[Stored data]

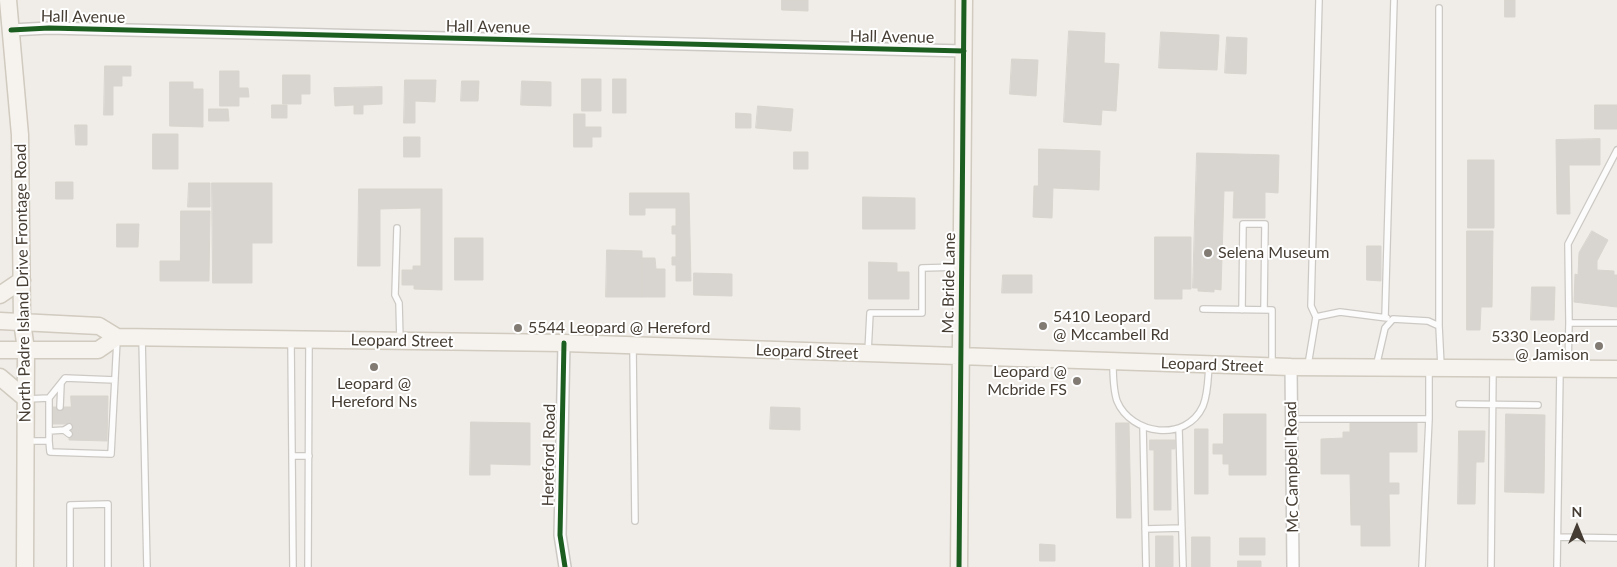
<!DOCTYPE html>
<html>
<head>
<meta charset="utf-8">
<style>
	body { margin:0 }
	#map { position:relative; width:1617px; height:567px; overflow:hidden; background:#f0ede8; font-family:Lato,sans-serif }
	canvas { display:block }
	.north { position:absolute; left:1552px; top:502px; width:50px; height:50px; -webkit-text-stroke:4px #fff; paint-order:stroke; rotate:0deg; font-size:14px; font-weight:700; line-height:20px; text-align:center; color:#463e34 }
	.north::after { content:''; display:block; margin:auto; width:18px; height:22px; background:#463e34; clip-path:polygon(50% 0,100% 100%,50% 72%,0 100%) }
</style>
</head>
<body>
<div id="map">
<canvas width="1617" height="567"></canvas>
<div class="north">N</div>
</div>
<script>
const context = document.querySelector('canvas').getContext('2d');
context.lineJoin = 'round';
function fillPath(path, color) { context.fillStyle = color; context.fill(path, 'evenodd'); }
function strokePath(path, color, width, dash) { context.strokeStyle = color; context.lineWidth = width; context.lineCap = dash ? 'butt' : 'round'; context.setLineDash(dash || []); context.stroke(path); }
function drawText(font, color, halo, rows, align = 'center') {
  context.font = font + ' Lato,sans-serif'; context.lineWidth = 4; context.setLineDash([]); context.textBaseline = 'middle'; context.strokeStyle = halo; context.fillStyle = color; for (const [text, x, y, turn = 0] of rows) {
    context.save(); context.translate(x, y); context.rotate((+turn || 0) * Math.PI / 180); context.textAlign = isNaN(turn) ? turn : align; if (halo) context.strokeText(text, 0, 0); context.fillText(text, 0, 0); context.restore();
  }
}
const building = new Path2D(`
	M782 0H808V11L782 10Z
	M1505 0H1515V17H1505Z
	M1069 31 1105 33 1104 63 1119 64 1116 111 1102 110 1101 125 1064 122Z
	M1161 32 1219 35 1217 70 1159 68Z
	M1227 37 1247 38 1246 74 1225 73Z
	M1012 59 1038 60 1036 96 1010 94Z
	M105 66H131V76H122V86H113V115H104Z
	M220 71H239V88H248L249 97H239V106H220Z
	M283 75H310V94H301V104H283Z
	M582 79H601V111H582Z
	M613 79H626V113H613Z
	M405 80H436L435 102 415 101V123H404Z
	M462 81H479L478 101H461Z
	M522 81 551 82V106L521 105Z
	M170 82H193V89H203V127L170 126Z
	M382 87V104L363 105V114H354V105L335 106 334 88Z
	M272 105H287V118H272Z
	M1595 105H1617V129H1595Z
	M758 106 793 109 791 131 756 128Z
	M209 109H228L229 121H209Z
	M736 113 751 114V128H736Z
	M574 114H585V127H601V137H592V147H574Z
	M75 125H87V145H76Z
	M153 134H178V169H153Z
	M404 137H420V157H404Z
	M1600 139V165H1569L1570 214H1557L1556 140Z
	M1039 149 1100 151 1099 190 1053 188 1052 218 1033 217 1034 186H1038Z
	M794 152H808V169H794Z
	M1197 153 1279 155 1278 193 1265 192V218H1233L1234 191H1224L1221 290 1214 289V292L1198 291V288H1193Z
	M1468 160H1494V228H1468Z
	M56 182H73V199H56Z
	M189 183H210V207H188Z
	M212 183H272V243H252V283H213Z
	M359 189H442V290L414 289V285H402V270H413V266H421V208L380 209V266H358Z
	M630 193H689L691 281H676V265H672V257H676V234H672V226H676V208H645V215H630Z
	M863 197 915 198V229H863Z
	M181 211H210L209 281H160V261H180Z
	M117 224H139L138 247H117Z
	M1467 231H1493L1492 307H1481L1480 330H1467Z
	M1592 231 1608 240 1597 261V270L1614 271V275H1617V307L1574 302 1575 274 1578 275 1579 253Z
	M1155 237H1191V289H1182V299H1155Z
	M455 238H483V280H455Z
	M1367 246H1381V281L1367 280Z
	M607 250 642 251V297H606Z
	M642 258H655L656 269H665V297H642Z
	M869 262 897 263V272H909V299H869Z
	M694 273 732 274V296L694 295Z
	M1003 275H1032V293H1002Z
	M1532 287H1555L1554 320H1531Z
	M71 396H108L107 441 69 440V424H53V407H71Z
	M771 407 800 408V430L770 429Z
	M1224 414H1266V475H1229V464H1223V454H1213V444H1223Z
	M1506 414 1545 415 1544 493 1505 492Z
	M1417 421V452H1389V483H1399V494H1389L1390 546H1361V525H1351L1350 474H1321V439L1343 438V432H1350V422Z
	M471 422 530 423V465L490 464V475H470Z
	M1116 423H1129L1131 518H1117Z
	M1195 429H1208V494H1195Z
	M1459 431H1485L1484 462H1476L1475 504H1458Z
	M1150 440H1175V449H1171V510H1154V450H1150Z
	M1156 536H1173V567H1156Z
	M1192 537H1210V567H1192Z
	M1240 538H1265V555H1240Z
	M1040 544 1055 545V561H1040Z
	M1238 561H1261V567H1238Z`);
const lane = new Path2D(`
	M1617 150 1568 244 1569 323H1617
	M397 228 395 295 399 303 400 340
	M1203 309 1272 310V365
	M1242 310 1243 224H1265L1264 310
	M1316 317 1311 306 1319 0
	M1385 317 1394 0
	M1439 326V8
	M142 338 147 567
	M291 342 293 567
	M633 348 635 521
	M868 352 870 313H922V268L961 267
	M1113 363C1113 375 1113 389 1117 401 1131 435 1186 443 1203 406 1208 394 1208 379 1209 365
	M1308 365 1316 317 1340 312 1387 318
	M1376 367 1385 328 1393 319 1428 321 1439 326 1441 366
	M1568 368 1569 323
	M49 398V441
	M27 399 49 398 65 378 115 380
	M1459 404 1538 405
	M60 407 61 384
	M1291 419H1429
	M1143 427 1146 567
	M1179 429 1183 567
	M64 430 69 434
	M49 431 64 430 69 427
	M28 441H49L50 452 111 454 117 340
	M292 456H309
	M1145 529 1182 528
	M1558 537 1617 538
	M1491 566 1493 370
	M70 567V505L108 504V567
	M308 567 309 342
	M1422 567 1429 419V369
	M1557 567 1560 371`);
const street = new Path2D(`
	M11 30 49 28 964 51
	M564 343 560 535 565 567
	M1291 367 1293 567`);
const secondary = new Path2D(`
	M8 0 20 135 22 321 26 350 25 567
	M0 295 22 280
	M0 321 99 326 117 337 564 343 1291 367 1617 369
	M0 350H98L117 337
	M0 377 26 399
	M959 567 964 0`);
const cycleway = new Path2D(`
	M11 30 49 28 964 51
	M564 343 560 535 565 567
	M959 567 964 0`);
const markers = [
	[1208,253,5,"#827b73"],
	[1043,326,5,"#827b73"],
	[518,328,5,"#827b73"],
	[1599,346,5,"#827b73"],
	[374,367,5,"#827b73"],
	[1077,381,5,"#827b73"]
];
const streetNames = [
	["Hall Avenue",83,17,1],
	["Hall Avenue",488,27,1],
	["Hall Avenue",892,37,1],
	["North Padre Island Drive Frontage Road",23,283,-91],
	["Mc Bride Lane",949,283,-89],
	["Leopard Street",402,341,1],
	["Leopard Street",807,352,2],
	["Leopard Street",1212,365,2],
	["Hereford Road",549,455,-89],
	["Mc Campbell Road",1292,467,-91]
];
const poiNames = [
	["Selena Museum",1218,253],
	["5410 Leopard",1053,317],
	["@ Mccambell Rd",1053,335],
	["5544 Leopard @ Hereford",528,328],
	["5330 Leopard",1589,337,"right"],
	["@ Jamison",1589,355,"right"],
	["Leopard @",1067,372,"right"],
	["Mcbride FS",1067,390,"right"],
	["Leopard @",374,384,"center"],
	["Hereford Ns",374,402,"center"]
];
fillPath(building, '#d8d4cf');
strokePath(building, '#d8d4ce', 1);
strokePath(lane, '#ccc9c4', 8);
strokePath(street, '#ccc9c4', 14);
strokePath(secondary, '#d0cabf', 19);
strokePath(lane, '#fdfcfc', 5.5);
strokePath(street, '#fdfcfc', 11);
strokePath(secondary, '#f6f3ee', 16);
strokePath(cycleway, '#1b5e20', 5);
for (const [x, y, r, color] of markers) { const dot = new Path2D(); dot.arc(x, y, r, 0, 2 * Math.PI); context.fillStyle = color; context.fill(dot); strokePath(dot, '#fff', 2); }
drawText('16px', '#463e34', '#fff', streetNames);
drawText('16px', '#463e34', '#fff', poiNames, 'left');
</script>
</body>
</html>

# What the task asks:
Using the data above, extract exactly the lines from the one that holds "M758 106 793 109 791 131 756 128Z" to the one that holds "M1240 538H1265V555H1240Z", both ends included, and no others.

# Result of the exercise:
	M758 106 793 109 791 131 756 128Z
	M209 109H228L229 121H209Z
	M736 113 751 114V128H736Z
	M574 114H585V127H601V137H592V147H574Z
	M75 125H87V145H76Z
	M153 134H178V169H153Z
	M404 137H420V157H404Z
	M1600 139V165H1569L1570 214H1557L1556 140Z
	M1039 149 1100 151 1099 190 1053 188 1052 218 1033 217 1034 186H1038Z
	M794 152H808V169H794Z
	M1197 153 1279 155 1278 193 1265 192V218H1233L1234 191H1224L1221 290 1214 289V292L1198 291V288H1193Z
	M1468 160H1494V228H1468Z
	M56 182H73V199H56Z
	M189 183H210V207H188Z
	M212 183H272V243H252V283H213Z
	M359 189H442V290L414 289V285H402V270H413V266H421V208L380 209V266H358Z
	M630 193H689L691 281H676V265H672V257H676V234H672V226H676V208H645V215H630Z
	M863 197 915 198V229H863Z
	M181 211H210L209 281H160V261H180Z
	M117 224H139L138 247H117Z
	M1467 231H1493L1492 307H1481L1480 330H1467Z
	M1592 231 1608 240 1597 261V270L1614 271V275H1617V307L1574 302 1575 274 1578 275 1579 253Z
	M1155 237H1191V289H1182V299H1155Z
	M455 238H483V280H455Z
	M1367 246H1381V281L1367 280Z
	M607 250 642 251V297H606Z
	M642 258H655L656 269H665V297H642Z
	M869 262 897 263V272H909V299H869Z
	M694 273 732 274V296L694 295Z
	M1003 275H1032V293H1002Z
	M1532 287H1555L1554 320H1531Z
	M71 396H108L107 441 69 440V424H53V407H71Z
	M771 407 800 408V430L770 429Z
	M1224 414H1266V475H1229V464H1223V454H1213V444H1223Z
	M1506 414 1545 415 1544 493 1505 492Z
	M1417 421V452H1389V483H1399V494H1389L1390 546H1361V525H1351L1350 474H1321V439L1343 438V432H1350V422Z
	M471 422 530 423V465L490 464V475H470Z
	M1116 423H1129L1131 518H1117Z
	M1195 429H1208V494H1195Z
	M1459 431H1485L1484 462H1476L1475 504H1458Z
	M1150 440H1175V449H1171V510H1154V450H1150Z
	M1156 536H1173V567H1156Z
	M1192 537H1210V567H1192Z
	M1240 538H1265V555H1240Z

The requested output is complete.